----- Dataset excerpts
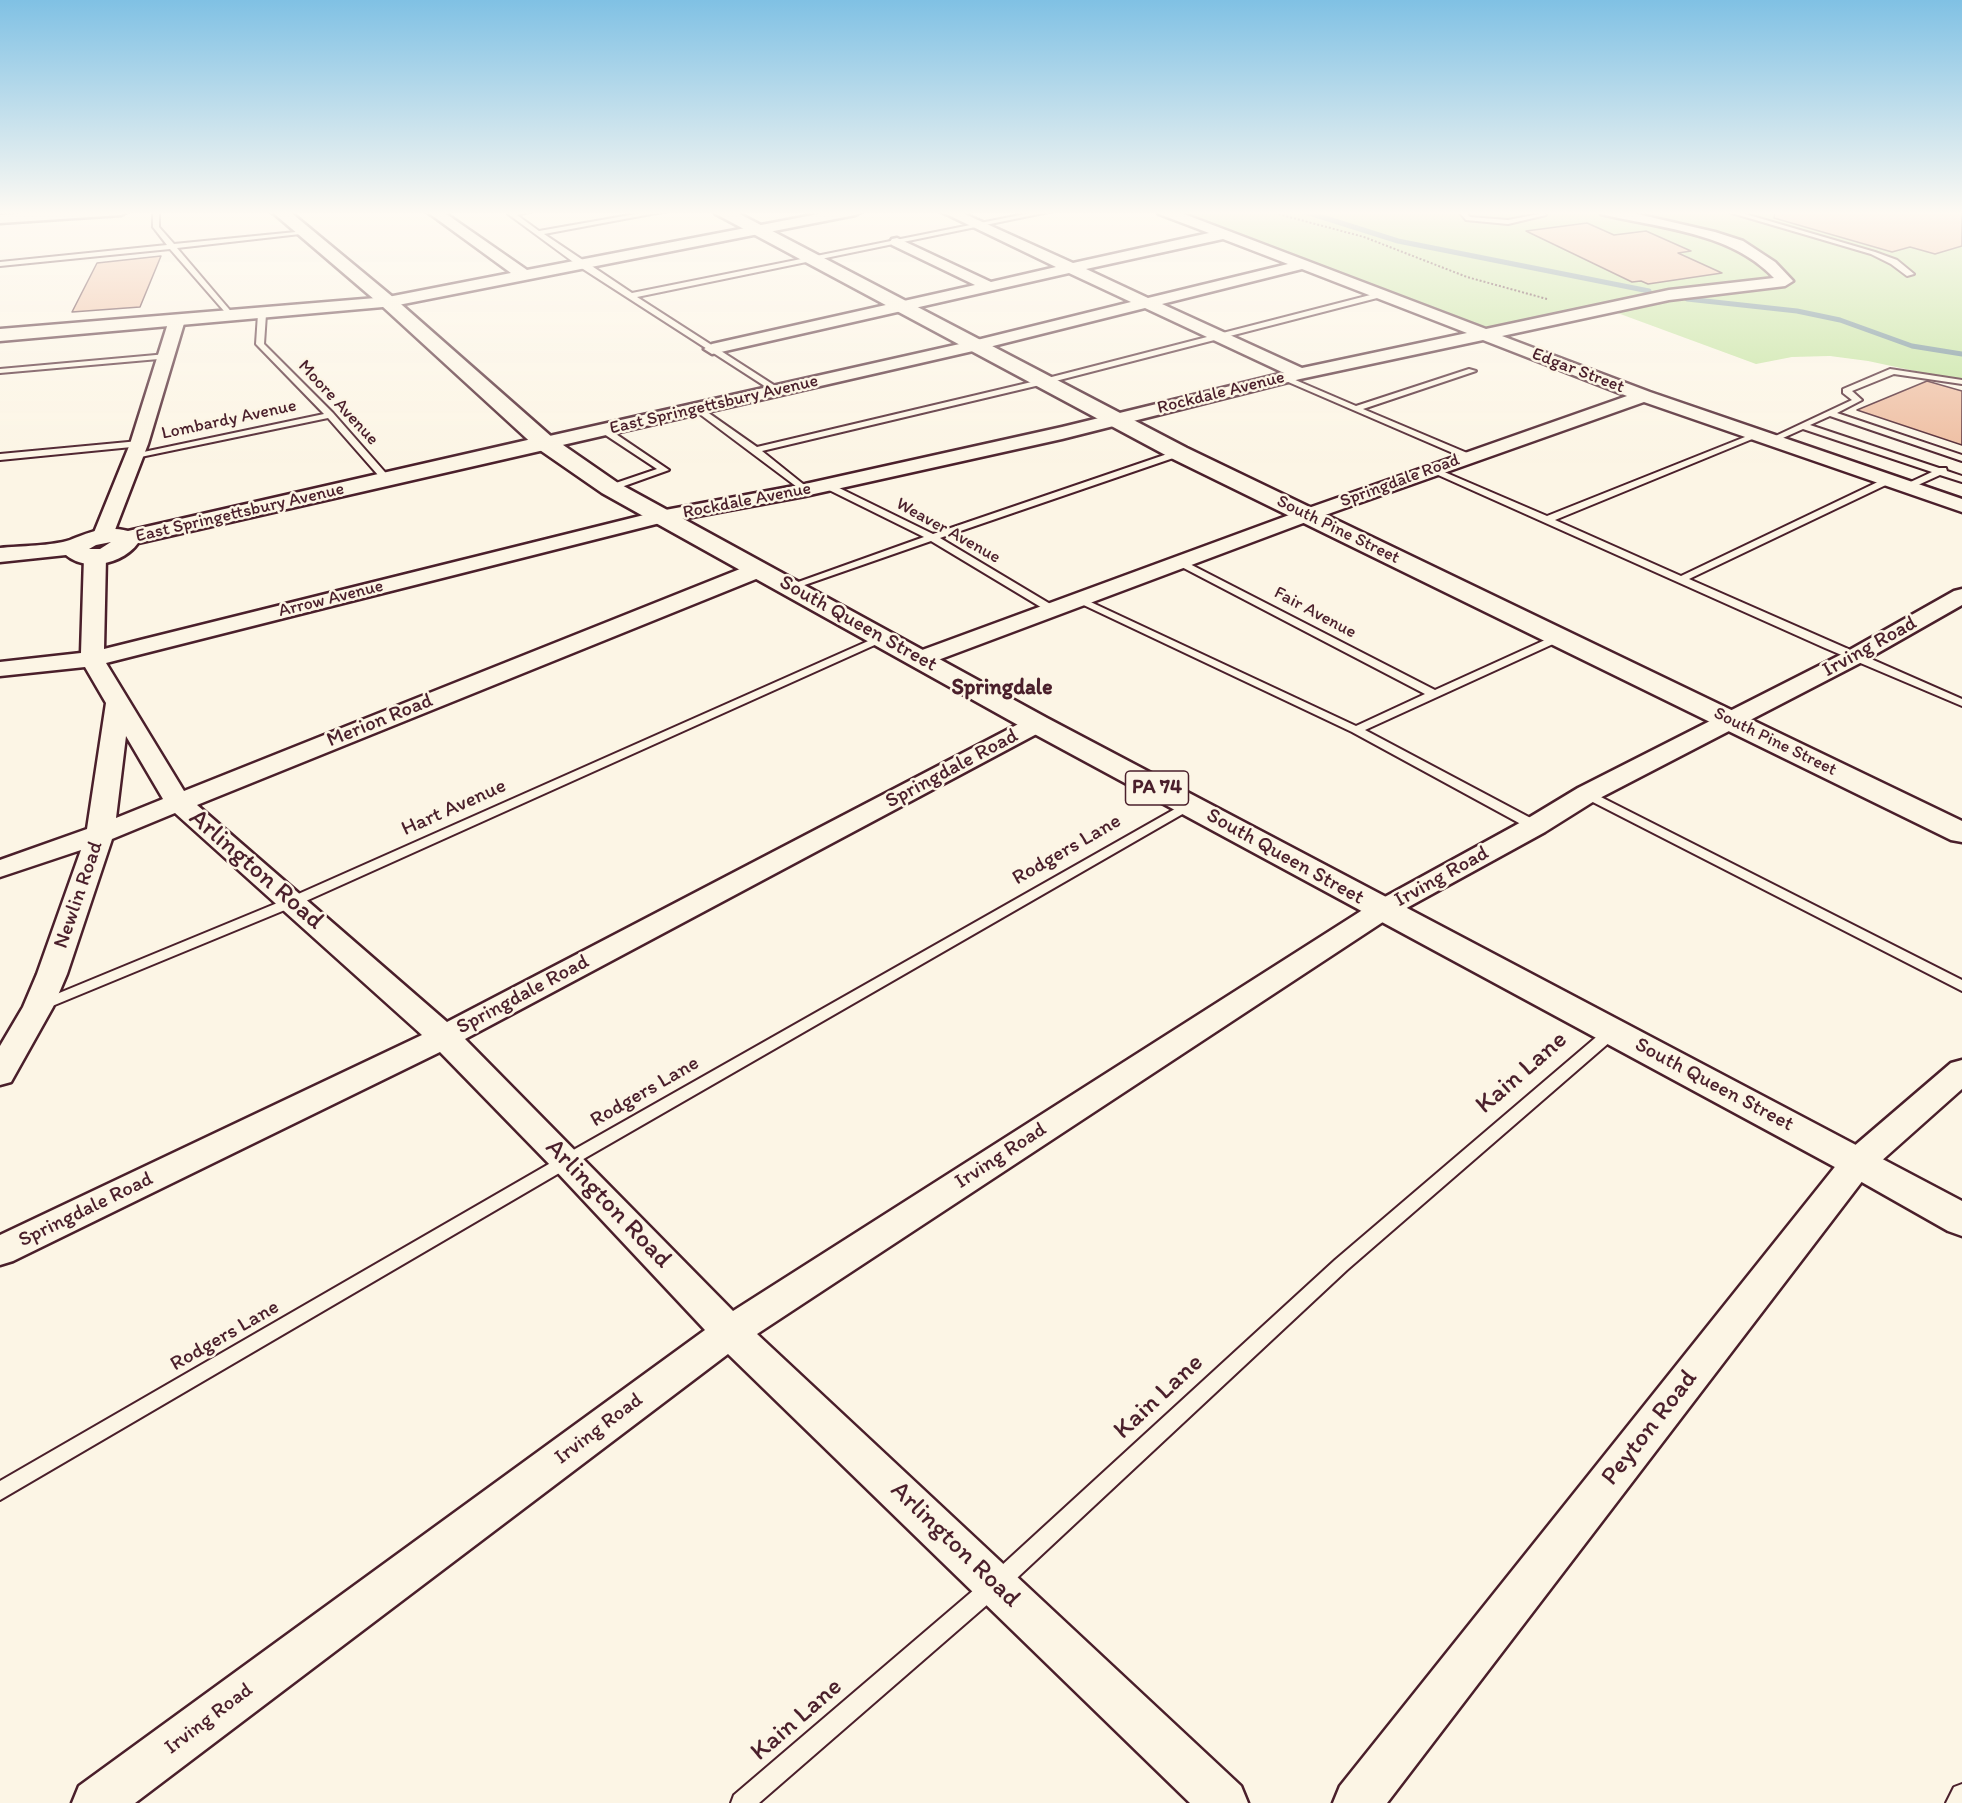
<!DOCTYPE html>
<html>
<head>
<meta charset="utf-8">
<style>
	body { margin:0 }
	canvas { display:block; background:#fcf5e5 }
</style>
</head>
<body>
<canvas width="1962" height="1803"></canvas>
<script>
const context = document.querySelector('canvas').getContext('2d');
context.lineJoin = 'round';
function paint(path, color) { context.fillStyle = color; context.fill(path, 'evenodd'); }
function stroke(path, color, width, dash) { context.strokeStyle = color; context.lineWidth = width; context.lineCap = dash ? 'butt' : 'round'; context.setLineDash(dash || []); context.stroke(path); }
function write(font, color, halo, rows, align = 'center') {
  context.font = font + ' Itim,sans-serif'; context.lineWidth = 5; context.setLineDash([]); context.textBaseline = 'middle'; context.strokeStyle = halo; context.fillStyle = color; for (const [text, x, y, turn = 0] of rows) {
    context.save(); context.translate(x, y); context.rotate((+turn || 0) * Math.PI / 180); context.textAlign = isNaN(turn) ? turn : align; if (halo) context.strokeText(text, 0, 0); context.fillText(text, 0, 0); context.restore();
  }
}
const green = new Path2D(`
	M1164 211H1962V381L1868 361 1830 356 1792 357 1756 364 1604 308 1482 335Z`);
const stream = new Path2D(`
	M1303 211 1398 241 1649 291
	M1687 299 1797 311 1840 320 1912 346 1962 354`);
const building = new Path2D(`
	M1775 211H1962V246L1935 254 1910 247 1892 252 1774 218Z
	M1587 223 1614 235 1646 231 1691 251 1678 253 1722 273 1648 284 1641 281 1632 282 1526 231Z
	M161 256 140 307 72 312 97 263Z
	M1927 381 1962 391V445L1857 410Z`);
const path = new Path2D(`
	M1267 211 1364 237 1467 277 1547 299`);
const lane = new Path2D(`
	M153 211H159V227L174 244 306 231 309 233 177 248 234 315 235 317 231 319 170 249 0 266V262L167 245 153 227Z
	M517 211H532L517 215 539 231 653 211H667L544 234 632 293 1040 211H1053L637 297 780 389V393L777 394 580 267 508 214Z
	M1462 211H1470L1467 214 1470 217 1508 220 1539 214 1537 211H1543L1546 215 1508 224 1466 220 1460 213Z
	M1725 211H1735L1875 252 1897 260 1914 274 1907 276 1891 264 1871 254Z
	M1378 293 1382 295 1381 297 1044 384 762 451 808 488V492L805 493 693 409 700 407 757 447 1040 380Z
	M262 312 266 314 264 344 333 413 391 479V483H385L328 418 131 459V455L134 454 324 414 256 344 258 314Z
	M167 354H170V358L0 373V369Z
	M1469 369 1476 371 1363 409 1472 455 1474 457 1469 460 1279 378 1286 376 1356 406Z
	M1890 369 1962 380V384L1894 374 1852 391 1862 400 1837 413 1962 455V461L1830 416 1810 425 1939 468H1946L1947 471 1962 476V482L1940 475 1907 490 1904 489V485L1932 472 1803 429 1774 442 1767 440 1852 400 1843 393V389Z
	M601 428H607L669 470 613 490H607V486L657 469 601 432Z
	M1755 433 1762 435 1555 520 1681 576 1884 479H1890V483L1689 579 1962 699V706L1825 648 1427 470 1435 468 1547 516Z
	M139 441 143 444 142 446 0 460V454Z
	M1179 450 1183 453 1182 455 940 538 1057 608V612H1049L931 541 796 588H788L787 586 924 537 823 487V483H829L933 534Z
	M1180 559 1435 690 1556 635H1564V639L1365 730 1540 823 1541 826 1540 829H1530L1352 732 1073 600 1074 598H1082L1356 726 1425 694 1176 564V560Z
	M884 634 888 635V639L297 905 45 1009 40 1011 33 1006 35 1003 287 899Z
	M1587 790 1962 980V991L1583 797 1581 794Z
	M1189 801 1195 805 1193 808 573 1165 0 1500V1481L561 1157Z
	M1613 1026 1618 1027 1620 1031 1618 1035 1347 1270 1003 1591 759 1803H731L734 1795 989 1577 1335 1260 1608 1027Z
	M1962 1784V1803H1946L1954 1787Z`);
const street = new Path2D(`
	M58 211H128L121 215 0 223V215Z
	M426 211H442L527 270 834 211H862L855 215 388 307 382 305 380 302 388 297 511 273Z
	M940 211H958L1073 263 1209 233 1159 214 1157 211H1176L1486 329 1669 290 1774 278C1731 232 1659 228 1601 214L1599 211H1624L1715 232 1743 241 1775 262 1793 281 1785 286 1669 300 1502 336 1650 392 1962 499V512L1644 402 1314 519 930 663 922 665 914 663 910 658 914 653 1300 511 1627 396 1483 340 1300 379 1062 439 805 496 660 523 106 663 184 791 750 565 758 564 766 565 769 570 766 575 197 805 447 1022 1028 719 1037 717 1046 719 1049 724 1046 729 465 1039 733 1311 1372 904 1525 820 1578 788 1846 652 1954 591 1962 589V605L1862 662 1596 800 1545 832 1392 916 757 1334 1241 1786 1248 1803H1190L728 1354 135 1803H72L79 1786 705 1330 555 1170 440 1052 13 1261 0 1265V1235L422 1035 175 813 112 839 67 974 53 1007 11 1082 0 1085V1046L23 1007 37 974 81 850 0 877V860L87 829 106 703 85 667 0 676V662L81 653 84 557 88 553 95 551 102 553 106 557 104 649 660 511 805 484 1062 427 1284 373 1145 308 973 351 545 449 538 447 536 443 538 439 545 437 973 341 1131 302 1069 273 712 354 704 349 712 344 975 285 892 245 890 242 892 239 897 238 991 282 1056 267ZM1223 239 1288 264 1148 298 1086 269ZM1302 269 1467 333 1302 368 1162 304ZM126 736 163 799 116 818Z
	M177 315 185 320 148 444 113 535 110 539 103 541 96 539 93 535 130 444 169 320Z
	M1962 1060V1089L1870 1171 1387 1803H1333L1340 1786 1846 1153 1951 1063Z`);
const secondary = new Path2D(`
	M714 211H734L1187 448 1962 821V842L1951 840 1171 458 716 214Z
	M388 297 394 298 397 302 394 306 0 341V329Z
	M545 436 553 438 556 443 553 448 138 543C123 564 86 572 66 555L0 562V548C19 546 53 546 70 540 91 532 104 525 128 531ZM111 542 100 549H89L96 545Z`);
const primary = new Path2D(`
	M271 211H289L394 298 553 438 618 483 1047 718 1962 1201V1236L1948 1231 1844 1172 1027 730 602 493 537 448 382 306Z`);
const farStreetnames = [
	["Edgar Street",1578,371,21],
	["Rockdale Avenue",1221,393,-14],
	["Moore Avenue",338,403,47],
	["East Springettsbury Avenue",714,405,-13],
	["Lombardy Avenue",229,420,-12],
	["Springdale Road",1400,481,-20],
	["Rockdale Avenue",747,501,-11],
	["East Springettsbury Avenue",240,513,-13],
	["South Pine Street",1338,530,26],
	["Weaver Avenue",948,531,29],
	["Arrow Avenue",331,599,-14],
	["Fair Avenue",1315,613,28],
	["South Pine Street",1775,742,26]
];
const shields = [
	[1157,788,63]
];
const shieldNames = [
	["PA 74",1157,788]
];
const streetNames = [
	["South Queen Street",858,624,29],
	["Irving Road",1870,647,-29],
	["Merion Road",380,721,-22],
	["Springdale Road",952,769,-28],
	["Hart Avenue",454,808,-24],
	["Rodgers Lane",1067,850,-30],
	["South Queen Street",1285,857,29],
	["Irving Road",1442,877,-29],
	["Newlin Road",79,895,-71],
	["Springdale Road",523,995,-28],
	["South Queen Street",1714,1085,28],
	["Rodgers Lane",645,1092,-30],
	["Irving Road",1001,1156,-33],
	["Springdale Road",86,1210,-26],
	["Rodgers Lane",225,1336,-30],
	["Irving Road",599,1429,-37],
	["Irving Road",209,1719,-37]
];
const neighbourhoodNames = [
	["Springdale",1002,688]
];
const nearStreetnames = [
	["Arlington Road",256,870,41],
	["Kain Lane",1522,1073,-41],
	["Arlington Road",608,1204,46],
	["Kain Lane",1159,1397,-43],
	["Peyton Road",1650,1428,-52],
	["Arlington Road",955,1545,44],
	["Kain Lane",797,1720,-41]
];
paint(green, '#c1e39c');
stroke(stream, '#6d8c96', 5);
paint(building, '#eebc9f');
stroke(building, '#4a1f2b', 1.5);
stroke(lane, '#4a1f2b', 4);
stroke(street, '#4a1f2b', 5);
stroke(secondary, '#4a1f2b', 5);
stroke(primary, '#4a1f2b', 5);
stroke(path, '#4a1f2b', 2, [2, 2]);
paint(lane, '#fcf5e5');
paint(street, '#fcf5e5');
paint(secondary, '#fcf5e5');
paint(primary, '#fcf5e5');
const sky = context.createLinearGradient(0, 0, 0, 463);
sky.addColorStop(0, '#80c1e4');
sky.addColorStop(0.46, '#fefaf3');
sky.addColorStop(1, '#fefaf300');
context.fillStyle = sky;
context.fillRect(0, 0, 1962, 463);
write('18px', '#4a1f2b', '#fcf5e5', farStreetnames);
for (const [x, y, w] of shields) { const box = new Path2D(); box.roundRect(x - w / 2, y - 17, w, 34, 4.5); context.fillStyle = '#fcf5e5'; context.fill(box); stroke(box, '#4a1f2b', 1.5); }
write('bold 20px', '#4a1f2b', null, shieldNames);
write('21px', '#4a1f2b', '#fcf5e5', streetNames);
write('bold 22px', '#4a1f2b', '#fcf5e5', neighbourhoodNames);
write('26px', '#4a1f2b', '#fcf5e5', nearStreetnames);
</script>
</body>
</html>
----------
> **Work item**
For the string "align", count the lines of the entries above that include it; answer with the number only.

> **Response to the task**
2